### YOUR TASK:
Locate and copy each line in the data that contains the word "then".

Stored data entries:
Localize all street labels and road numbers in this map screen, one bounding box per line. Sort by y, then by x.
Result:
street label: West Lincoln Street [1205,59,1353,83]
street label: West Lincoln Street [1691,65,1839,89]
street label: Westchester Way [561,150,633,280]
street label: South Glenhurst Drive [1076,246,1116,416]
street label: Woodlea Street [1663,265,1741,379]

---

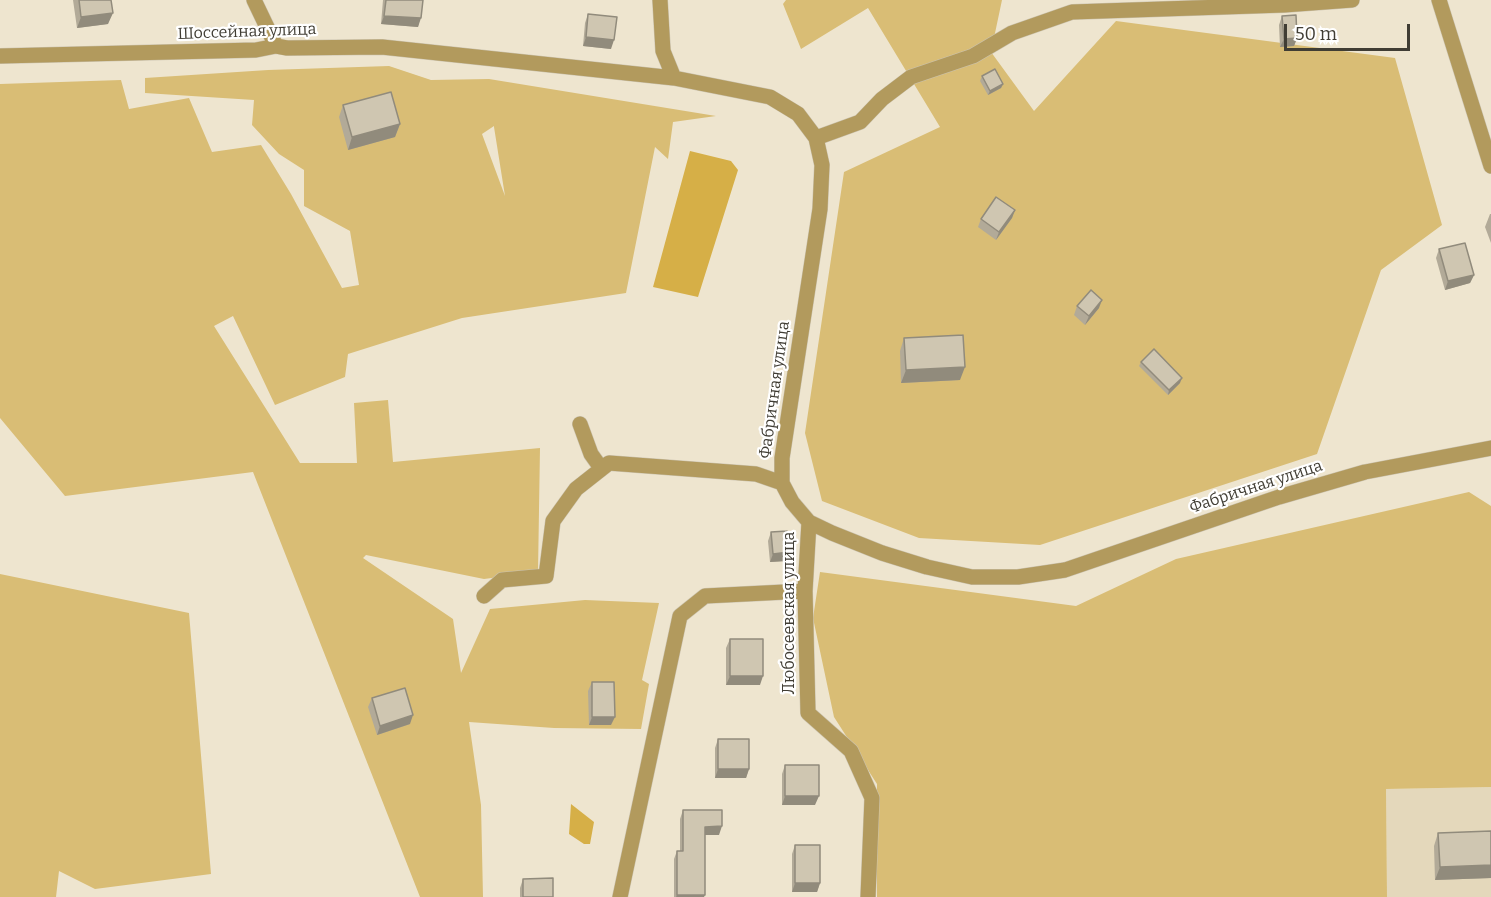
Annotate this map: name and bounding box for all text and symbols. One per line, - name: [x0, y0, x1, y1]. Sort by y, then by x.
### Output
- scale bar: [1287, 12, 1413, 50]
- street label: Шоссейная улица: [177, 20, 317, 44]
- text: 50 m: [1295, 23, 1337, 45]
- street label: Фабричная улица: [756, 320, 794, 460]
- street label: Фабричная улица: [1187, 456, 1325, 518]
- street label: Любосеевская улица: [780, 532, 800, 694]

### EXERCISE RESULT:
Localize all street labels and road numbers in this map screen, one bounding box per line. Sort by y, then by x.
Annotate this map: name and bounding box for all text and symbols. One per line, - name: [x0, y0, x1, y1]. Sort by y, then by x.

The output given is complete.